Albania. What would it be like? Rarely do we visit a country where we have so few preconceptions. Closed from the world for 50 years, and then disillusioned from its disastrous introductions to free-market economies in the 1990s, we knew that Albania would be a land of paradox and contrast. But what exactly is Albania?

We entered the principal port of Durres in the early morning. Escorted by a few Italian ferries, we docked amidst a huge confusion of industrial cranes, ships of all types and sizes, and plenty of rusting hulls.We began with an introduction by our exuberant guide Ols, moonlighting from his job as director of Cultural Heritage, Museums and Monuments. His worldly perspective and openness set the tone for the day, as we drove to both the new capital of Tirane and the historic capital of Kruje.

Myriad “mushroom” bunkers littered the rolling hills, remnants of the paranoid Communist era of dictator Enver Hoxha.
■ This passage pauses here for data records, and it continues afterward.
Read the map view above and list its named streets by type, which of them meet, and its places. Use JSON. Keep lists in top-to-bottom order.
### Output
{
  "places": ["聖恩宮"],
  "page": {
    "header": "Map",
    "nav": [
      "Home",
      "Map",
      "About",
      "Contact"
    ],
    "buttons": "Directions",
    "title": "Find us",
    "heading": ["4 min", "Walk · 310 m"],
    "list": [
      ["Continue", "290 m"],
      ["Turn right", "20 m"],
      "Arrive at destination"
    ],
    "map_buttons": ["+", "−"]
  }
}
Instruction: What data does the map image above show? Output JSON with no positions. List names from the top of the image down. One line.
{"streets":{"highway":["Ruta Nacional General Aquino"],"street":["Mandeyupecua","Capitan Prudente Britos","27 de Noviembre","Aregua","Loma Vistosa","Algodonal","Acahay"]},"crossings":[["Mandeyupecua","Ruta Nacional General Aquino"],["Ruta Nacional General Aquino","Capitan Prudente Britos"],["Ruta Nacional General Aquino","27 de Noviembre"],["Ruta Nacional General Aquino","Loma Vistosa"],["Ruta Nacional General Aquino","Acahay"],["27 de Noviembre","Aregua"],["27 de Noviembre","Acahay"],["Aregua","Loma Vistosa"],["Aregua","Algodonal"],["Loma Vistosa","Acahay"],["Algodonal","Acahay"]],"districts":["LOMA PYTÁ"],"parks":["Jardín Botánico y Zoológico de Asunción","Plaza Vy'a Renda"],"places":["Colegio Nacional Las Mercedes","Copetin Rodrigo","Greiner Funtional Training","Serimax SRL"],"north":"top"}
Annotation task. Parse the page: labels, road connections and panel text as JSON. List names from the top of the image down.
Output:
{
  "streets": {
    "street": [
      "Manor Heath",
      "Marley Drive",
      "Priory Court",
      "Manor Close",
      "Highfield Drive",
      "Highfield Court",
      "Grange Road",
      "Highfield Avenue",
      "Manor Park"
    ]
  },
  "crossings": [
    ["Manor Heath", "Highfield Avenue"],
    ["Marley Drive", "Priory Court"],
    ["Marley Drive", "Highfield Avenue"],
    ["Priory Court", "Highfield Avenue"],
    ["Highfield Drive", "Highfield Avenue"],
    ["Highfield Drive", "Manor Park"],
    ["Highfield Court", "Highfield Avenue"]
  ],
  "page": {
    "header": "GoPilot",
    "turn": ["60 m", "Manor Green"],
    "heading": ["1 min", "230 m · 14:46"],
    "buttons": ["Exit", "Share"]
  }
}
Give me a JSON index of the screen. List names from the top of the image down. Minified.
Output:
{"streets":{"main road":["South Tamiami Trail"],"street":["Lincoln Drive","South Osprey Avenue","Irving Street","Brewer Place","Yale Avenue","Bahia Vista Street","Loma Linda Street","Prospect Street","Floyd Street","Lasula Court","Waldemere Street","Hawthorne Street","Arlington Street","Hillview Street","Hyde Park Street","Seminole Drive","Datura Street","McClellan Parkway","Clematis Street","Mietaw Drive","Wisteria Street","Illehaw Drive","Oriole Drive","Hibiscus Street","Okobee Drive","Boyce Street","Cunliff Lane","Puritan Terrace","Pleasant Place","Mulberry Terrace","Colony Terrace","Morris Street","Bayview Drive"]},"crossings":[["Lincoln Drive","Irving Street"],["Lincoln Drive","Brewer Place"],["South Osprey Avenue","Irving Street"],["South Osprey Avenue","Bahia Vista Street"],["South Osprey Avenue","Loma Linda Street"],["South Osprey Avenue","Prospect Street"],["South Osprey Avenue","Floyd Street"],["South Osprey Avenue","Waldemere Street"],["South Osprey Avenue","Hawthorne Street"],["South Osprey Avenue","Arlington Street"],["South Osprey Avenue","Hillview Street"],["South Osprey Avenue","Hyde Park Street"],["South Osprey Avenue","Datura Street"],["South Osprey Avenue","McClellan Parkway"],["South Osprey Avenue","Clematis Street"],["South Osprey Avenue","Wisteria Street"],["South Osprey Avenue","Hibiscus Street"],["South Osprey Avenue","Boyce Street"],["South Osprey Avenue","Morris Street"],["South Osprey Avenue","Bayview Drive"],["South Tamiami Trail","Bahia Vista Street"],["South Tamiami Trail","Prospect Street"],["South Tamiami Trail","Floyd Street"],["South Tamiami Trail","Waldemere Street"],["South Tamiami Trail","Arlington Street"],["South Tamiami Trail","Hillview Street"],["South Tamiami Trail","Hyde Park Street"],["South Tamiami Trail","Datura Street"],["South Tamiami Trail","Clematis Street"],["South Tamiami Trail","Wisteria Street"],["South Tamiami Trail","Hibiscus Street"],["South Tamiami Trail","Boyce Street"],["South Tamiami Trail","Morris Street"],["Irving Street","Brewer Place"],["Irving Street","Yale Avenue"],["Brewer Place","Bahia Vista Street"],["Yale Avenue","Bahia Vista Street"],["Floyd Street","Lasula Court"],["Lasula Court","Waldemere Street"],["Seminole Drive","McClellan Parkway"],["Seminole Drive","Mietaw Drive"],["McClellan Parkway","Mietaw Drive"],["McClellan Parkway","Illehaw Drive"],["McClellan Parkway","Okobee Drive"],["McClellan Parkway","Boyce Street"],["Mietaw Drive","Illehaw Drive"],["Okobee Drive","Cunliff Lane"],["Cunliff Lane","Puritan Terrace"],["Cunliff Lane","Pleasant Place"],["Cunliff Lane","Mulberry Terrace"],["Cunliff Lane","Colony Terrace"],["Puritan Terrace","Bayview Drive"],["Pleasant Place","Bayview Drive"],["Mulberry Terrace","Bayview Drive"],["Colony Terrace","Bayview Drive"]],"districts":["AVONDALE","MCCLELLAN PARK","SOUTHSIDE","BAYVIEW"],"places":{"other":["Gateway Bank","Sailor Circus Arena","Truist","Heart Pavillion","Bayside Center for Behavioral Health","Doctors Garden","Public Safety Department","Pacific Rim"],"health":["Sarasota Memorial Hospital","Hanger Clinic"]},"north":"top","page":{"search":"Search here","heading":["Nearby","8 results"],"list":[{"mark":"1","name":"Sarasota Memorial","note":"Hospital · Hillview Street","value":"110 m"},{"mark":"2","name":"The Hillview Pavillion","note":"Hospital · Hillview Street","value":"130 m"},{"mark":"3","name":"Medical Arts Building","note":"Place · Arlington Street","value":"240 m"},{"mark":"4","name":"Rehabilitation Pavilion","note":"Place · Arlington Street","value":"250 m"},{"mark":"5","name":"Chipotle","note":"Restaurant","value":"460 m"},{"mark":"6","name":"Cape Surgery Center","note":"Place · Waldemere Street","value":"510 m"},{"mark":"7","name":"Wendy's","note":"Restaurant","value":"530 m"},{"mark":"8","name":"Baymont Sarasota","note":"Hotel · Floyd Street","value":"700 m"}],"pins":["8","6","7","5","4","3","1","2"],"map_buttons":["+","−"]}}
Hundreds of uncompleted buildings signaled both optimism and harsh realities, as one never knew if a building was ever destined for completion. Colorful facades and wide Parisian boulevards are the refreshing vision of Tirane mayor Edi Rama, whose basketball and artistic prowess have made him as famous as his revolutionary urban renewal strategies.

We visited the National Museum, walked through the heart of Tirane, dined at a festive traditional restaurant, drove up the stunning mountainside to the old capital of Kruje, visited the surprising Ethnographic Museum and the museum of the national hero Skanderbeg, and we shopped at a bizarre bazaar in the medieval hillside streets. At the end of the day we were dizzy with images, ideas and information, still spinning to grasp this place called Albania.